Matt Eitutis, who was the acting executive director of VA member services, is now assigned to the Office of Administrative Operations and Management. Ryan Heiman had been an executive assistant for member services. He is now a health systems specialist. And Shane Kolbaba, who was the chief financial officer for member services is serving as a financial manager, VA press secretary Curt Cashour said.

They were moved from their permanent positions, pending the results of an inquiry by the VA’s Office of Accountability and Whistleblower Protection. The nature of the investigation isn’t being disclosed, Cashour said.

Member services oversees eligibility, enrollment and other programs.

Eitutus and Heiman didn’t respond to a request for comment. Kolbaba deferred comments to VA’s public affairs office.

Eitutis came under fire several times while acting executive director, a position he began in January 2016. The next month, the Veterans Crisis Line was realigned under member services.

In March, an Office of Inspector General report found that the Veterans Crisis Line’s “management team faced significant obstacles providing suicide prevention and crisis intervention services to veterans, service members and their families.” The inspection concluded there were deficiencies in the governance and oversight of the crisis line’s operations.

A report released earlier this month on the VA’s enrollment system also cited governance and oversight problems.

“The acting executive director of VHA’s Member Services Division acknowledged that they did not review enrollment procedures or otherwise monitor the health care enrollment process nationwide,” the report read.

The agency continues to grapple with an enrollment backlog. More than 650,000 applications remain in a pending status.

Scott Davis, a VA whistleblower based in Atlanta, has alleged systemic failings in member services leadership, with disclosures made to President Donald Trump, VA Secretary David Shulkin, Congress and OIG.

“I think they should have been terminated,” Davis said, pointing to challenges with the crisis line and enrollment as well as hiring practices.

Davis said member services management impacted the care that veterans received. However, he also contends that problems within the VA are larger than the three employees who were removed from their positions.

“They deny, delay and deflect,” he said. “That’s pretty much the nature of VA.”

In late August, Davis requested a transfer out of the Veterans Health Administration to a different VA department, citing a hostile work environment. He said he’s faced retaliation despite a bill signed by Trump in June that’s intended to protect whistleblowers.

“Despite changes in legislation signed by this president, there are two systems of justice — one for managers and one for whistleblowers,” Davis said.

Eitutis and Kolbaba are also named in a complaint obtained by The Capital-Journal which alleges a litany of transgressions ranging from racial discrimination to department inefficiencies.

Topeka-based member services employee Cain Davis, sent the complaint to Shulkin earlier this year. In it, he wrote that member services leadership has methodically replaced senior black leaders with white leaders and treated men more favorably than women.
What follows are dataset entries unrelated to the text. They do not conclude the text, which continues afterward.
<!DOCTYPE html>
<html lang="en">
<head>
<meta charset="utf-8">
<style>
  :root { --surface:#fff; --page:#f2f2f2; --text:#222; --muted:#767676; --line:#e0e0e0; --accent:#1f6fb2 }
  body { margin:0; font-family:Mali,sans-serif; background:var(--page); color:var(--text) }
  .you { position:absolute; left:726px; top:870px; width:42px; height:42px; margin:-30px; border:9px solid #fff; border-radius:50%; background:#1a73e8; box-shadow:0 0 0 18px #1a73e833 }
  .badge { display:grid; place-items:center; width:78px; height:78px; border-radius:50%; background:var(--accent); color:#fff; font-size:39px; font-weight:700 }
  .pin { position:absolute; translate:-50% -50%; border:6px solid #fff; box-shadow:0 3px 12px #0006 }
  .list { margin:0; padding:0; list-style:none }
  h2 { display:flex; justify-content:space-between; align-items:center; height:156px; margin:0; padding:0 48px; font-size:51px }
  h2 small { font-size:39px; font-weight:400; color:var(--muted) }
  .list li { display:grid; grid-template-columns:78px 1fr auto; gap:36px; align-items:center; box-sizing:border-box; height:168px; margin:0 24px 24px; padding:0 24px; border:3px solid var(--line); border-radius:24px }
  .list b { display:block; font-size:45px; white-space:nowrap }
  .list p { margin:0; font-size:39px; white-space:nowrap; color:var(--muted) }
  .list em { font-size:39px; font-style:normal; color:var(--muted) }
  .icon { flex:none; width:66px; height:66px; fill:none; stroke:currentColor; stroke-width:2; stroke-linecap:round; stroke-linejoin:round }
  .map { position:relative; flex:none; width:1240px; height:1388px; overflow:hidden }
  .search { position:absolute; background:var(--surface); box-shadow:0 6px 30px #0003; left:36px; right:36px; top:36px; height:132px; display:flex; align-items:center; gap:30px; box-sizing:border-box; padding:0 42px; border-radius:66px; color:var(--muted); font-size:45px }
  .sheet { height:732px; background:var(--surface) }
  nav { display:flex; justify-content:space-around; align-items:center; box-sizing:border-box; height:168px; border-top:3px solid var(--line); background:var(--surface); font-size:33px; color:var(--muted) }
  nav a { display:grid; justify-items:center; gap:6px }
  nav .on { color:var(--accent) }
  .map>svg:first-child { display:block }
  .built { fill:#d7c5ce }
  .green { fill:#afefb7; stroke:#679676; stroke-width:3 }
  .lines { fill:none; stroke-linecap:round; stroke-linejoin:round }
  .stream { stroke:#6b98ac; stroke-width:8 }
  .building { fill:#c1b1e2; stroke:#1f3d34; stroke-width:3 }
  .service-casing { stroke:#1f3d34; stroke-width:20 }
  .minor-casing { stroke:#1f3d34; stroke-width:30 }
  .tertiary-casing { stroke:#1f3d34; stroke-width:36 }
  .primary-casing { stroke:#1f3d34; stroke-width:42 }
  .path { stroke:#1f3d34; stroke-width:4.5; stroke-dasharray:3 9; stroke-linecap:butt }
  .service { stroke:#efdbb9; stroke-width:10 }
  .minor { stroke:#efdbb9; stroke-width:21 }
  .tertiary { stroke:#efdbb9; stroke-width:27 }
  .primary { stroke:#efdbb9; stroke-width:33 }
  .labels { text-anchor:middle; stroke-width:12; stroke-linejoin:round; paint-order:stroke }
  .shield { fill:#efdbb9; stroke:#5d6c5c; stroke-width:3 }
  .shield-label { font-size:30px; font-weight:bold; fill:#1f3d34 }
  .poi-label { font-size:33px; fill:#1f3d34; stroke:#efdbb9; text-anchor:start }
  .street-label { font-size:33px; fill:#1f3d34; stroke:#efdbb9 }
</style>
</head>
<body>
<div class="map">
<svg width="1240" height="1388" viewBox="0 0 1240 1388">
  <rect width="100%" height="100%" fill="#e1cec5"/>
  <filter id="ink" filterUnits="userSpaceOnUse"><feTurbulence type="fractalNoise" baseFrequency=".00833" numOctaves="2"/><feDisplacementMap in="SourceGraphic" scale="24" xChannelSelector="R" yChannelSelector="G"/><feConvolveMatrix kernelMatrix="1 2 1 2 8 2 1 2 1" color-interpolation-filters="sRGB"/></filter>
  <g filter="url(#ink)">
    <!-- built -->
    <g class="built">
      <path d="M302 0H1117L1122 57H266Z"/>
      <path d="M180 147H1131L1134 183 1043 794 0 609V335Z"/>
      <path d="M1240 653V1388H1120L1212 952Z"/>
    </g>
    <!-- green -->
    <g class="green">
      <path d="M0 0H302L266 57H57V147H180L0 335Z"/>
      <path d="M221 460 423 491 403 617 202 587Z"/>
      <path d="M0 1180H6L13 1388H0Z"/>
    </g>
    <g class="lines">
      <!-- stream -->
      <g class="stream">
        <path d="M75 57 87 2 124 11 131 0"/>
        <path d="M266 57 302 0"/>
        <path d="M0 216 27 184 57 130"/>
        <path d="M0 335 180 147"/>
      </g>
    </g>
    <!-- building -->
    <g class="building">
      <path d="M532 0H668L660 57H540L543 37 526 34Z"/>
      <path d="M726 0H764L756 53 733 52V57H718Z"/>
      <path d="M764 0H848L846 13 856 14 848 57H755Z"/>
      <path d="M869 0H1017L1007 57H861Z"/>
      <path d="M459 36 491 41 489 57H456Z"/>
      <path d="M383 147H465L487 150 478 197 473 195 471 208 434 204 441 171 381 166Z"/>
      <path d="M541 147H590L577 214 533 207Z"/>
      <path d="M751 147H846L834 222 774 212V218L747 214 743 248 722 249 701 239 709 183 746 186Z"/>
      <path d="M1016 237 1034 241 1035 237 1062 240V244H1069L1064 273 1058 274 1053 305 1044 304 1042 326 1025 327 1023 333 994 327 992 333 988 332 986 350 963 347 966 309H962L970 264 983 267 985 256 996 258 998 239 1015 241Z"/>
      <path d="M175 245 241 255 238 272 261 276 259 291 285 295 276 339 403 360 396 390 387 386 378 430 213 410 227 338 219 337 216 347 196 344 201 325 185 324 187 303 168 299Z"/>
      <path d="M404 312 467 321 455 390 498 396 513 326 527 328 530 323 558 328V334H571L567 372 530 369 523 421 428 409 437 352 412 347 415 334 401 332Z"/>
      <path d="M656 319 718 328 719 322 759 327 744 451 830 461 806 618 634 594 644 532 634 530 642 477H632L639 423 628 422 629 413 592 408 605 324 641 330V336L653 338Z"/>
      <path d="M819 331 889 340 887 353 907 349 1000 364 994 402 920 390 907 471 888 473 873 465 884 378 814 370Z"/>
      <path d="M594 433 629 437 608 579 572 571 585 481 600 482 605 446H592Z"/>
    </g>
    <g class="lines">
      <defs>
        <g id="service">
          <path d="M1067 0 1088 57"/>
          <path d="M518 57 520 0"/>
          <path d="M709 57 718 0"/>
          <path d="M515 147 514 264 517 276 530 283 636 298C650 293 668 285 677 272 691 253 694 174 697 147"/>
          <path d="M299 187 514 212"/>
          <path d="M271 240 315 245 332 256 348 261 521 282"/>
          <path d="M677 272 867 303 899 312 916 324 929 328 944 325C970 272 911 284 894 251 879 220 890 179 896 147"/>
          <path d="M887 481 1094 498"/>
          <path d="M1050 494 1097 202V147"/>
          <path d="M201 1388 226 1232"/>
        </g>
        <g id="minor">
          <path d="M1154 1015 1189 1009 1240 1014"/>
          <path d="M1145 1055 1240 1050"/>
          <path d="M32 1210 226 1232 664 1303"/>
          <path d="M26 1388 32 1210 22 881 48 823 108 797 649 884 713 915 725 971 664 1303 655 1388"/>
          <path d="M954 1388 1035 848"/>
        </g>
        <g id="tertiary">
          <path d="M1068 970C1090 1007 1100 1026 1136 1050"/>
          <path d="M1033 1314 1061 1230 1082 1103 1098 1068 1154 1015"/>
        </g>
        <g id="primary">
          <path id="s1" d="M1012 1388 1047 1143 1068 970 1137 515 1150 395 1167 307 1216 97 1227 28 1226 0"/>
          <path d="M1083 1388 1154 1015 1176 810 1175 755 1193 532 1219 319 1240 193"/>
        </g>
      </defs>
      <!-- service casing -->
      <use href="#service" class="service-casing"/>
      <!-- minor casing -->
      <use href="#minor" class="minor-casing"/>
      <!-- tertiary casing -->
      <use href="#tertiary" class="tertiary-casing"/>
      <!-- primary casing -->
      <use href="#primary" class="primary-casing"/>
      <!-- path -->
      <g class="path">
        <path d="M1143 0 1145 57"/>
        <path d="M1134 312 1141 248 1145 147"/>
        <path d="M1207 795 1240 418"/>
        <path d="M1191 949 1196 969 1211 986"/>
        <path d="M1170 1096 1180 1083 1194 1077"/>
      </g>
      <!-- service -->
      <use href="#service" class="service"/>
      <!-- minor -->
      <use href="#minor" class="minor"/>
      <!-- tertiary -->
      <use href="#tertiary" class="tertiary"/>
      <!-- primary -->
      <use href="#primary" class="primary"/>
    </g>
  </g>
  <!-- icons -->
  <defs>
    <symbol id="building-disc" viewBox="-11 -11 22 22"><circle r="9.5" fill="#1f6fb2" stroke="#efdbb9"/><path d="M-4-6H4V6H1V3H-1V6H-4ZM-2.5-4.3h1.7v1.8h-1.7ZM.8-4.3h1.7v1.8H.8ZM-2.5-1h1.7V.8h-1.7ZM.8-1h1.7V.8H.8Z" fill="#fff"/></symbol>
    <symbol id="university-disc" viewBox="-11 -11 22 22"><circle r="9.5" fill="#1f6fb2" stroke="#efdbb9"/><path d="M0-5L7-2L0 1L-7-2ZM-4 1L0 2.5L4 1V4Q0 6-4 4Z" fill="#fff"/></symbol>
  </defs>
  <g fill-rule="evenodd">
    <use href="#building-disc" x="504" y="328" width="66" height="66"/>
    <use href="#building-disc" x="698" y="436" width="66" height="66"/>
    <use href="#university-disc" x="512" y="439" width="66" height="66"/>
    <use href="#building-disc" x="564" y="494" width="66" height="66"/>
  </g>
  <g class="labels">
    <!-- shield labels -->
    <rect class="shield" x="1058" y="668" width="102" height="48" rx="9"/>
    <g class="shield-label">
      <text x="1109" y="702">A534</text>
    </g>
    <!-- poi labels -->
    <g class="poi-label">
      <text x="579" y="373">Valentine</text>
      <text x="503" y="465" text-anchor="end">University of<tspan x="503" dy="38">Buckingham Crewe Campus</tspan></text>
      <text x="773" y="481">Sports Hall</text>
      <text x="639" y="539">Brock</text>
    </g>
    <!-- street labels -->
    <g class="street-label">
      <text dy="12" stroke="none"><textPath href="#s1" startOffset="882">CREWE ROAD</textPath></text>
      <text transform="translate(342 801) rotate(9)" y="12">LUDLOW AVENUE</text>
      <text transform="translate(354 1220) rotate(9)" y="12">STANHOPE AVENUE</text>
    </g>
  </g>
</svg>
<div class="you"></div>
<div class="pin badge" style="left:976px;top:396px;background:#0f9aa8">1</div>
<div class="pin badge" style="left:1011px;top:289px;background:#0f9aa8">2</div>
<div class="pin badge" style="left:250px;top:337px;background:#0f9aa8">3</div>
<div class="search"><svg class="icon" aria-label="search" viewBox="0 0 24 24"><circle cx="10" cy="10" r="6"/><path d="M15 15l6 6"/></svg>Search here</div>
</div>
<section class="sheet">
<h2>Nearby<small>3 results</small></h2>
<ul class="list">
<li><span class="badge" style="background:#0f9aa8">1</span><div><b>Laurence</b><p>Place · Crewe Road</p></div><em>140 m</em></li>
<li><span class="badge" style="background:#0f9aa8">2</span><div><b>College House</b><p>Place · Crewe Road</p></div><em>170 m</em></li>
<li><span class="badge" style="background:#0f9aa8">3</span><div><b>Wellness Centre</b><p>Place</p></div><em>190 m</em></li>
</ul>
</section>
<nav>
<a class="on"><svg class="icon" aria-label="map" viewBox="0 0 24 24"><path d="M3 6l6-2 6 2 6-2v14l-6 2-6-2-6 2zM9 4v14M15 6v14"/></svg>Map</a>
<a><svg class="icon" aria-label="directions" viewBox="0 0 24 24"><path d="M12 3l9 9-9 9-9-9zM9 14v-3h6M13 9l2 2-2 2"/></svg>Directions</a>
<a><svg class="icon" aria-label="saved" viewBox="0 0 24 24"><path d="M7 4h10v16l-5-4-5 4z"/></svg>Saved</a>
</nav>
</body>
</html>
The complaint also notes ineffective practices.

“Member services leadership pursues activities which are costly, unrealistic and distracts from providing real services to our veterans,” he wrote.

Despite numerous external and internal complaints against member services leaders, Cain Davis wrote he was “amazed” more hadn’t been done to address concerns.

He didn’t respond to a request for comment.

A fourth VA employee, based in Atlanta, was also reassigned as a result of the internal investigation. Angel Lawrence, who was the health eligibility center’s director, is now with the Office of Mental Health Operations, Cashour said.